Request for review (S): 7103665 HeapWord*ParallelScavengeHeap::failed_mem_allocate(unsigned long, bool)+0x97

Jon Masamitsu jon.masamitsu at oracle.com
Fri Mar 23 17:29:18 UTC 2012


Bengt,

Replies in-line.


On 3/23/2012 10:11 AM, Bengt Rutisson wrote:
>
> Jon,
>
> On 2012-03-23 16:57, Jon Masamitsu wrote:
>> Bengt,
>>
>> The changes you made are correct and an improvement, so if this
>> is time critical, I'm good with this version.  I do still have some
>> questions below.
>
> OK. Thanks.
>
>>
>> On 3/23/2012 8:31 AM, Bengt Rutisson wrote:
>>> Jon,
>>>
>>> Thanks for looking at this!
>>>
>>> 23 mar 2012 kl. 15:46 skrev Jon Masamitsu<jon.masamitsu at oracle.com>:
>>>
>>>> Bengt,
>>>>
>>>> Is it correct that there is still the possibility that during the 
>>>> final
>>>> iteration of the loop to do the filling, that the space to be filled
>>>> can be too small to fit an object?  I note the assertion
>>>>
>>>>>    98           assert(words_to_fill>= 
>>>>> CollectedHeap::min_fill_size(),
>>>>>    99             err_msg("Remaining siz ("SIZE_FORMAT ") is too 
>>>>> small to fill (based on " SIZE_FORMAT " and " SIZE_FORMAT ")",
>>>>>   100             words_to_fill, words_left_to_fill, 
>>>>> CollectedHeap::filler_array_max_size()));
>>>> You could fix that by checking for the situation in the next to last
>>>> iteration and shortening the filler for the next to last iteration?
>>> I think this should be safe. The heap size is object aligned and we 
>>> allocate aligned objects, so the hole should be object aligned, right?
>>>
>>> The max array size is also aligned. So I think we are safe. But to 
>>> be sure I added the assert.
>>>
>> This should be safe in 32bit but I'm not sure about 64bit.  The hole 
>> can be objected aligned
>> but still an odd number of words?
>
> Good point. But I think it is unlikely that you get holes that are 
> larger than what can be covered with one Integer array on 32 bit 
> plaforms, right?

Extremely unlikely but probably 5-10 lines of code to fix it?  I'll let your
conscience be your guide :-)  But you don't have to do anything  right now.

>
> Can it be an issue with compressed oops on 64 bit? I think we are safe 
> as long as we still don't have compressed headers. But please correct 
> me if I am wrong. My head is spinning a bit from all the 
> word/byte/jint conversions.
>
>>
>>>> Also a question below.
>>>>
>>>>
>>>> On 3/23/2012 5:56 AM, Bengt Rutisson wrote:
>>>>> Hi all,
>>>>>
>>>>> Could I have a couple of reviews for this change?
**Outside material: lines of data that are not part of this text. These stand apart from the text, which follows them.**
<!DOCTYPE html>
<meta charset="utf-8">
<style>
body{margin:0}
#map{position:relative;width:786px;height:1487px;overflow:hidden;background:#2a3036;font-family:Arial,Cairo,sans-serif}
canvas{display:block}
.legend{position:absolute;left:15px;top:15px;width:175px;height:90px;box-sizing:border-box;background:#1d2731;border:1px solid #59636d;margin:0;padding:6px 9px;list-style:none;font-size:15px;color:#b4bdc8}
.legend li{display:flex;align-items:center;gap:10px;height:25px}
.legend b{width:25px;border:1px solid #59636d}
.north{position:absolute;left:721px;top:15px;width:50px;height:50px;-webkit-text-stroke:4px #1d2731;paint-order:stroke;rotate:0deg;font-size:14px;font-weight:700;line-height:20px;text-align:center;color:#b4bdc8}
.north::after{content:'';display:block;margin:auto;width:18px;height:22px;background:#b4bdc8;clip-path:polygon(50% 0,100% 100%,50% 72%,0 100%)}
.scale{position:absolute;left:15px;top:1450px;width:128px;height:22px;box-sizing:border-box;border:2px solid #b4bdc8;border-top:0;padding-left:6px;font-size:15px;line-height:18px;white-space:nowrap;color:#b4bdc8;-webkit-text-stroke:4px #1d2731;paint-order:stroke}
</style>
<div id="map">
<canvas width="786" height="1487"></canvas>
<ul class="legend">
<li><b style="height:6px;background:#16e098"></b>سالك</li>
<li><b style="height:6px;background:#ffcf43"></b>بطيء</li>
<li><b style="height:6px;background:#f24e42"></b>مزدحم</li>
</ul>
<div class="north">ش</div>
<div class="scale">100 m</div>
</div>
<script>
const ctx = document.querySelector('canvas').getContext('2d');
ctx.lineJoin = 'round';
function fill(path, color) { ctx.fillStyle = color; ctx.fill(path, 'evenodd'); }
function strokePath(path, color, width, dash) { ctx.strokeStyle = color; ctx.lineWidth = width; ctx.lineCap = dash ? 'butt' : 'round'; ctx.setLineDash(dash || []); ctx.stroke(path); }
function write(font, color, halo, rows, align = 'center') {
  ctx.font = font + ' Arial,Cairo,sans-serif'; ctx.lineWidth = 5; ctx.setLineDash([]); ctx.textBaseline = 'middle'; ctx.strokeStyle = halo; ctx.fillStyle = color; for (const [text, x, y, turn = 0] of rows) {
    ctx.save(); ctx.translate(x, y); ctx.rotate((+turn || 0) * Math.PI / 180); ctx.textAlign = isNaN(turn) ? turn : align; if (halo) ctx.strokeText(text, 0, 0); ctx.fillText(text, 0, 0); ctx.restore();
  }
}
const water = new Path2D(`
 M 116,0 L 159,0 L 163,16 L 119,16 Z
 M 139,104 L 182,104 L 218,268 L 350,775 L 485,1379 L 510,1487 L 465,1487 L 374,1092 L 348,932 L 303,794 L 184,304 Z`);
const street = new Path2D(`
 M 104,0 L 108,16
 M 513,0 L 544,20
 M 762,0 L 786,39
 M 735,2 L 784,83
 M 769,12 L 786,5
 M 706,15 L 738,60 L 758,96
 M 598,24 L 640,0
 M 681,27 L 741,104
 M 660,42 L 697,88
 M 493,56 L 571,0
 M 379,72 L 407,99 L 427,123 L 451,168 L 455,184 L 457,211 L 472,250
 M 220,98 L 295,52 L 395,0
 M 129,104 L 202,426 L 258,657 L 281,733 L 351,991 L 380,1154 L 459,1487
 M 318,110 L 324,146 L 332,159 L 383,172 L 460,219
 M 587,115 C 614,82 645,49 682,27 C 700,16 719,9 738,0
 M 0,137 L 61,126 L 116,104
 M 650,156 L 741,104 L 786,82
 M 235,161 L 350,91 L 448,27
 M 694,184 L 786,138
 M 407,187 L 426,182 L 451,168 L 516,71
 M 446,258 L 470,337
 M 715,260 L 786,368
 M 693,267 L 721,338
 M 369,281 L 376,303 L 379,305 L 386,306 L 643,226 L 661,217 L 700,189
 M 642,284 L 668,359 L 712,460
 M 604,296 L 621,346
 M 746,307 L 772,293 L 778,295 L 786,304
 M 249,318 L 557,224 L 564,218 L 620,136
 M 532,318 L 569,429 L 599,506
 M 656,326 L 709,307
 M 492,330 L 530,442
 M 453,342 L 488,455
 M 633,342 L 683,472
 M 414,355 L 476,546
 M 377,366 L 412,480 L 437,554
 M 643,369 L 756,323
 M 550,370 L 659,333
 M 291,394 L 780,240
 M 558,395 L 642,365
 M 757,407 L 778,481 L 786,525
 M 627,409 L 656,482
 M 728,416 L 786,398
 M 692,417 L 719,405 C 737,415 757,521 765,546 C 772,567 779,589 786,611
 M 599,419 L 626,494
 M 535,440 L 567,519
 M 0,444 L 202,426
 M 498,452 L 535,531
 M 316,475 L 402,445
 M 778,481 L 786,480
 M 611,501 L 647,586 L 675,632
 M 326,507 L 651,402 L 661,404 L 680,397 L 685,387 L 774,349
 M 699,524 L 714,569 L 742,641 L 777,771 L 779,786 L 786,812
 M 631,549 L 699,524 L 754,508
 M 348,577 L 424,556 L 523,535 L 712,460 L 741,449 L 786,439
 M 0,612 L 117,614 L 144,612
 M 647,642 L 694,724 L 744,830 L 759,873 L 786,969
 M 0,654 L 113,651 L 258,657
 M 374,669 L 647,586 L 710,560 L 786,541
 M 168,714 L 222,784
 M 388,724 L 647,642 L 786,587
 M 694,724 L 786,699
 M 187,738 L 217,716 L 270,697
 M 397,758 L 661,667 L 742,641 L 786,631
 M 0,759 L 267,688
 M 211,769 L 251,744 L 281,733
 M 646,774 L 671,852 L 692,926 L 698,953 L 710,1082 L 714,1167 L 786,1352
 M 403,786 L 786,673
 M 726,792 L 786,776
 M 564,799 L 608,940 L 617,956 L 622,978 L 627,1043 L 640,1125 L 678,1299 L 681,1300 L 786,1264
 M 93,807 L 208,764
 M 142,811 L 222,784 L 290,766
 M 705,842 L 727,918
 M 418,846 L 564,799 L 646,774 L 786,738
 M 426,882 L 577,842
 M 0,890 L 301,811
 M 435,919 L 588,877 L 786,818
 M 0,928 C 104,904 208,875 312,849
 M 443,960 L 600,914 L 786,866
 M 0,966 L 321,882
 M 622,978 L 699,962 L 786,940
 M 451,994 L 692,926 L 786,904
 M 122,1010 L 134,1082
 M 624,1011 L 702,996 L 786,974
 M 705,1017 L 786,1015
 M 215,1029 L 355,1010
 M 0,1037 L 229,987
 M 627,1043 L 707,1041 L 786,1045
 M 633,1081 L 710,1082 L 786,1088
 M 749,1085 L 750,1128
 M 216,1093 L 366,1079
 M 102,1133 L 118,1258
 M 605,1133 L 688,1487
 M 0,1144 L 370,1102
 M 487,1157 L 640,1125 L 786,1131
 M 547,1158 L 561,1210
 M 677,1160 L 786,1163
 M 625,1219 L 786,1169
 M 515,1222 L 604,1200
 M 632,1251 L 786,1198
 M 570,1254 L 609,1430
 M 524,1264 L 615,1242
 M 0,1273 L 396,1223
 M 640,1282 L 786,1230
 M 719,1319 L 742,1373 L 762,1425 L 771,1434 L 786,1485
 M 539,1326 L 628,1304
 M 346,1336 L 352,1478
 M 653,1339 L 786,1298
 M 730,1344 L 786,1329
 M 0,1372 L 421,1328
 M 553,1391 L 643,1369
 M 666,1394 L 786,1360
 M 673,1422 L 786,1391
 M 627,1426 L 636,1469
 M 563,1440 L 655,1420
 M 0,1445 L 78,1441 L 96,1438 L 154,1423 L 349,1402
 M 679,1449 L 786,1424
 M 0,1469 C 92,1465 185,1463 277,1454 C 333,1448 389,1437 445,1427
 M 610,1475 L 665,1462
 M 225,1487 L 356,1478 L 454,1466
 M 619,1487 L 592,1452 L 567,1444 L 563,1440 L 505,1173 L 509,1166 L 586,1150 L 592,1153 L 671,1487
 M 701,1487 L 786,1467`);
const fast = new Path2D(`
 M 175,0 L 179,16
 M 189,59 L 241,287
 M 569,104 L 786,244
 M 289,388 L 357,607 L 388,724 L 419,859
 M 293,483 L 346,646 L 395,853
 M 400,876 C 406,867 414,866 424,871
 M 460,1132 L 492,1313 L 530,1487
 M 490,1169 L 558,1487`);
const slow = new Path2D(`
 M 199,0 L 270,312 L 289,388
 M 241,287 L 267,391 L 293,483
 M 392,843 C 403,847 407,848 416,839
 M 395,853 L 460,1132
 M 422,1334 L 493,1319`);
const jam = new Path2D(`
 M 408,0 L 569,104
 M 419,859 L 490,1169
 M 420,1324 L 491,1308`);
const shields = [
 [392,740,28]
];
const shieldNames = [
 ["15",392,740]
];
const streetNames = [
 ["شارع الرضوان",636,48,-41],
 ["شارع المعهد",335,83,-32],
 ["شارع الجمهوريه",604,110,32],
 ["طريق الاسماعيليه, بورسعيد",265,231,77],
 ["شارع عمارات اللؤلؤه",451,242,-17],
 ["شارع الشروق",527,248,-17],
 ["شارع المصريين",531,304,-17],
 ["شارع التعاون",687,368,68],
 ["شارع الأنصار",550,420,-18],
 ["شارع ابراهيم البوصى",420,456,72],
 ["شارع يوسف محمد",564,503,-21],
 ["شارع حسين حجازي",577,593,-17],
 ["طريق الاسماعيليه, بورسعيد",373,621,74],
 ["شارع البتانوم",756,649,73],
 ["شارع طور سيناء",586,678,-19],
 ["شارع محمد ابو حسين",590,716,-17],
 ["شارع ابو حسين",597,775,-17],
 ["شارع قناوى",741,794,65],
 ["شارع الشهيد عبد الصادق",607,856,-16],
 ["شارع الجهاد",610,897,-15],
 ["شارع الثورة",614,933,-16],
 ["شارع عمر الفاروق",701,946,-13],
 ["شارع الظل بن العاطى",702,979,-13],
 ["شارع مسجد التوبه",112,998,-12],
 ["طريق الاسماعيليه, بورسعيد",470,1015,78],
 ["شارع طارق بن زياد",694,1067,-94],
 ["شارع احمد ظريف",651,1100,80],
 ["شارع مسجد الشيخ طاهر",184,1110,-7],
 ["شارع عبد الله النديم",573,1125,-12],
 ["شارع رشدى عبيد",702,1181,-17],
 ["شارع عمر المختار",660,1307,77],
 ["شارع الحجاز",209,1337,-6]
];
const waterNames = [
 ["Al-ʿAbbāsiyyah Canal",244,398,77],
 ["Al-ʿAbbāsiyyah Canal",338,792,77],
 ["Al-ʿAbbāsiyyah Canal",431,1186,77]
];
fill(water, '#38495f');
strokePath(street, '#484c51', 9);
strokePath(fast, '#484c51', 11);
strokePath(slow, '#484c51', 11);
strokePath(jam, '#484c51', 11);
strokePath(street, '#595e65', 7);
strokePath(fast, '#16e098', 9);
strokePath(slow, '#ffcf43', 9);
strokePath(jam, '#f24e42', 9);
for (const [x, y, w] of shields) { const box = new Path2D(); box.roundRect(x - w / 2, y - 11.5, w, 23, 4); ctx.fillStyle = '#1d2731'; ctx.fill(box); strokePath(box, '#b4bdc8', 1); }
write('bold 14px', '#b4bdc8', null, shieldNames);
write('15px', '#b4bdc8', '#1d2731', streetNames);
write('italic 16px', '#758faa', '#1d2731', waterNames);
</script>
This is on the 
>>>>> critical-watch list for hs23, so it would be great if I could get 
>>>>> some reviews already today.
>>>>>
>>>>> http://cr.openjdk.java.net/~brutisso/7103665/webrev.00/
>>>>>
>>>>> Some background:
>>>>>
>>>>> There are two problems that this fix solves:
>>>>>
>>>>> (1) When we run with -XX:+UseNUMA we have to make the heap 
>>>>> parsable since we leave some holes in the heap. We do this by 
>>>>> faking Integer arrays in those places. However, on a large heap 
>>>>> those holes can be larger than what can be covered by a single 
>>>>> Integer array. The fix is to allocate several arrays in those cases.
>>>>>
>>>>> The easy fix would have been to call 
>>>>> CollectedHeap::fill_with_objects() instead of 
>>>>> CollectedHeap::fill_with_object(). Note the extra "s" in the 
>>>>> method name. But MutableNUMASpace::ensure_parsability(), where the 
>>>>> change is needed, need to know about all the objects that are 
>>>>> allocated so I saw no better solution than to implement my own 
>>>>> loop. Any ideas on how I could re-use fill_with_objects() instead 
>>>>> are welcome.
>>>> Do you need to know all the objects that are allocated so that you can
>>>> do the invalid region detection?
>>>>
>>>> 113             if (crossing_start != crossing_end) {
>>>> 114               // If object header crossed a small page boundary 
>>>> we mark the area
>>>> 115               // as invalid rounding it to a page_size().
>>>>
>>> Yes, that's why.
>>
>> If you used fill_with_objects()  (with an "s"), you do know where 
>> first filler object is so
>> you could step through the objects using the object sizes to find the 
>> next filler object.
>> Then it seems like you could do this check (which I can't say I 
>> understand what's going
>> on there) in a second loop.
>
> Right. That's probably a nicer way of doing it. Especially since it is 
> only needed on Solaris (I think).
>
> However, I'd like to get this in to have a theoretical chance of 
> porting it to hs23. So, since you stated that you are ok with it as it 
> is I'll go ahead and push what I have now.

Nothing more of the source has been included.